12.42 PM Friday, 29 March 2024
  • City Fajr Shuruq Duhr Asr Magrib Isha
  • Dubai 04:56 06:10 12:26 15:53 18:37 19:52
29 March 2024

Limbless Frenchman in bid to swim Channel

The metalworker who lost all his limbs in an electrical accident has trained for his feat for two years. (FILE)

Published
By AFP

A Frenchman who lost all his limbs in an electrical accident was swimming across the Channel on Saturday, a challenge he has been preparing for two years, his support team said.

Philippe Croizon, 42, set off from Folkestone in southern England just before 8am and expected to take around 24 hours to swim back to France propelled by his specially designed prosthetic legs in the shape of flippers.

Steadying himself with the stumps of his arms, he was advancing at a constant speed in good weather, his support team said, adding that he was in good form and had been accompanied by dolphins for part of the crossing.

Croizon swims at around 3km per hour, slightly slower than the four or five kilometres per hour that an able-bodied athlete might achieve.

He was expected to make landfall between Boulogne and Calais.

In 1994 the metalworker was hit by a 20,000 volt charge as he attempted to remove a television aerial from a house roof and an arc of current surged through him from a nearby powerline.

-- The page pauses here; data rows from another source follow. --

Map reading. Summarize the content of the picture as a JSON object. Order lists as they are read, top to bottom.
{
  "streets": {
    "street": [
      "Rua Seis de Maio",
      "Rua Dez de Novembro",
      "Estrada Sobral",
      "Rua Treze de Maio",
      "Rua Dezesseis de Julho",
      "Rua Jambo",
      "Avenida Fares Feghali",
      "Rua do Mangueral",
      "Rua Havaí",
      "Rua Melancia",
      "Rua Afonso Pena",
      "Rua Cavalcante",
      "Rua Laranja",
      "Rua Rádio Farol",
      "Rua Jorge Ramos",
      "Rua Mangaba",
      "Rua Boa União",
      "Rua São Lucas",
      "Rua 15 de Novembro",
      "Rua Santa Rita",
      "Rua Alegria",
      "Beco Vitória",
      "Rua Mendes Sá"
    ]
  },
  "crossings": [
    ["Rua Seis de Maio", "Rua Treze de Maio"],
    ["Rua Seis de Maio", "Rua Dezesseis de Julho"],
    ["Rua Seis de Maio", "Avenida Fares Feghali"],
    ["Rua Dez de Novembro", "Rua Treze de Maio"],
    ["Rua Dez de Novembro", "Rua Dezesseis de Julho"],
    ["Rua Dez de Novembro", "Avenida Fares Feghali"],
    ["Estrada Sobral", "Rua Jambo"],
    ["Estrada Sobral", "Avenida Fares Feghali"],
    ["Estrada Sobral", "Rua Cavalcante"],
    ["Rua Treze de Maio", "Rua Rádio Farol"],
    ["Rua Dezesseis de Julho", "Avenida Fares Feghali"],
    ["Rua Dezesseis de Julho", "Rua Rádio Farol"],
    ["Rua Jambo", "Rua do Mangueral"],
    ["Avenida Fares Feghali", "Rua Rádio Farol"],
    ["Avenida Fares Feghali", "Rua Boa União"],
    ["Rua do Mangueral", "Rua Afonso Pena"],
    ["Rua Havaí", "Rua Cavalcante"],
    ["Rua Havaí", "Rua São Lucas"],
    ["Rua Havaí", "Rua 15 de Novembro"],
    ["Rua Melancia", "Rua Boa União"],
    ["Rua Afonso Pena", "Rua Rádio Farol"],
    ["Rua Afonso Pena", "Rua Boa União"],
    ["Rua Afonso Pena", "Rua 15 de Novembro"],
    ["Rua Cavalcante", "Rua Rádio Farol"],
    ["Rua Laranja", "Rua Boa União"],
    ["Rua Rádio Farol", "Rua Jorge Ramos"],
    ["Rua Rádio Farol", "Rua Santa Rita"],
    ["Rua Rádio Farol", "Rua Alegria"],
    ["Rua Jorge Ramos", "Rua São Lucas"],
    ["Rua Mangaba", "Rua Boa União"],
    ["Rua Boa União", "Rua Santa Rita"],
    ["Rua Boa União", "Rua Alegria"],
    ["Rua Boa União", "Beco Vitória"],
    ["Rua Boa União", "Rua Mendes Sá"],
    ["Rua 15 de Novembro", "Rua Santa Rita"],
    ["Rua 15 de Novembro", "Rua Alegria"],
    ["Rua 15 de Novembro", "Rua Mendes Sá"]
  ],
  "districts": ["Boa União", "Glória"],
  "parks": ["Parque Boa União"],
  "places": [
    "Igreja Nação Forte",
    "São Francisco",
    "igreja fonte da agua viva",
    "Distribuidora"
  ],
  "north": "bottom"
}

Doctors were forced to amputate his limbs. As he recovered in hospital he saw a television documentary about a Channel swimmer and an ambition was born.

The father of two said he wanted to complete the dare "for myself, my family and all my fellows in misfortune who have lost their taste for life".

Croizon trained for his feat for two years and last month completed a 12-hour swim between the ports of Noirmoutier and Pornic on France's Atlantic coast.